In August 2000, taxpayer Laura Ung purchased a residence on Ellen Drive in West Covina, Calif. (the Ellen Drive property).  She subsequently re-titled the property to herself and her brother, Chamnam D. Ung, as joint tenants.  From 2002 through 2006, Laura listed the Ellen Drive property as her contact and mailing address.  In 2006, Laura and Chamnam, as joint tenants, sold the Ellen Drive property.

In 2007, Homecomings Financial LLC conveyed title to a different property, Kam Court, to Chamnam.  Although Laura’s name appeared in the address portion of the deed that indicated where the clerk was to send the deed after it was recorded, her name didn’t appear on the Kam Court deed itself. 

In January 2008, Laura requested a withdrawal of $20,000 from a retirement account she held at Morgan Stanley.  She listed the Kam Court property as the address to where Morgan Stanley should mail her check, and on Jan. 25, 2008, Morgan Stanley mailed the check to that address.  In March 2008, Laura received $256 as a distribution from a retirement account she held at Fidelity Investments (Fidelity).  The check Fidelity issued listed the Kam Court property as Laura’s mailing address. 

In 2011, the Internal Revenue Service sent Laura a notice of deficiency for $8,778 and an accuracy-related penalty of $1,654.  On May 2, 2011, Laura filed a petition with the U.S. Tax Court for redetermination of the deficiency.  On May 13, 2013, the Tax Court ruled in favor of the IRS, holding that Laura: 1) didn’t qualify under any exception and was therefore liable for the 10 percent additional tax for early distributions from her retirement plans; and 2) was liable for accuracy-related penalties(Ung v.

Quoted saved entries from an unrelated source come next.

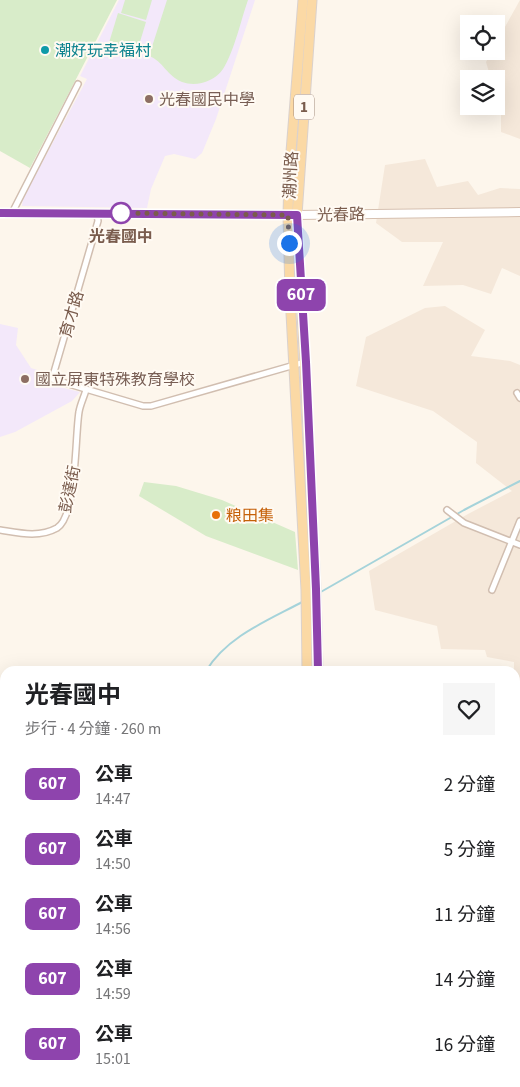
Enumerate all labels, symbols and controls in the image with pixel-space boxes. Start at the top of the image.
map controls [460,15,505,115]
button: locate [460,15,505,60]
place label: 潮好玩幸福村 [55,40,151,62]
marker: 潮好玩幸福村 [39,44,51,56]
button: layers [460,70,505,115]
place label: 光春國民中學 [159,89,255,111]
marker: 光春國民中學 [143,93,155,105]
road number: 1 [294,94,314,120]
street label: 潮州路 [279,151,303,200]
marker: 光春國中 [110,202,132,224]
street label: 光春路 [317,204,365,226]
place label: 光春國中 [89,226,153,248]
your location [277,231,302,256]
line badge: 607 [272,279,330,311]
text: 607 [287,282,315,307]
street label: 育才路 [55,288,89,340]
place label: 國立屏東特殊教育學校 [35,369,195,391]
marker: 國立屏東特殊教育學校 [19,373,31,385]
street label: 彭達街 [54,463,86,515]
place label: 粮田集 [226,505,274,527]
marker: 粮田集 [210,509,222,521]
text: 光春國中 [25,678,121,713]
button: heart [443,683,495,735]
text: 步行 · 4 分鐘 · 260 m [25,718,161,740]
text: 公車 [95,761,133,788]
text: 607 [38,771,67,796]
text: 2 分鐘 [444,772,495,799]
text: 14:47 [95,788,131,810]
text: 公車 [95,826,133,853]
text: 607 [38,836,67,861]
text: 5 分鐘 [444,837,495,864]
text: 14:50 [95,853,131,875]
text: 公車 [95,891,133,918]
text: 607 [38,901,67,926]
text: 11 分鐘 [434,902,495,929]
text: 14:56 [95,918,131,940]
text: 公車 [95,956,133,983]
text: 607 [38,966,67,991]
text: 14 分鐘 [434,967,495,994]
text: 14:59 [95,983,131,1005]
text: 公車 [95,1021,133,1048]
text: 607 [38,1031,67,1056]
text: 16 分鐘 [434,1032,495,1059]
text: 15:01 [95,1048,131,1070]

Commissioner, T.C. Memo. 2013-126 (May 13, 2013)). 

 

Ten Percent Tax Applies

Internal Revenue Code Section 72(t) imposes an additional tax of 10 percent on premature distributions (that is, distributions from retirement plans made before a taxpayer reaches the age of 59½).  Because Laura was not 59½ or older, the only way to avoid the additional tax was to try to satisfy one of the exceptions under IRC Section 72(t)(2).  One of those exceptions, Section 72(t)(2)(F), covers premature distributions for first-time homebuyers.  A first-time homebuyer may claim an exception for a lifetime distribution up to and including $10,000 (Section 72(t)(8)(B)).

To qualify for this exception, the distribution from a retirement account may not exceed $10,000 and must be used within 120 days of receipt to pay qualified acquisition costs relating to a principal residence for a first-time home buyer.  A “first-time homebuyer” is someone who hasn’t had a present ownership in a principal residence during the 2-year period ending on the date of acquisition of another principal residence.  “Qualified acquisition costs” include the costs of acquiring, constructing or reconstructing a residence.”  They also include reasonable settlement, financing or other closing costs. 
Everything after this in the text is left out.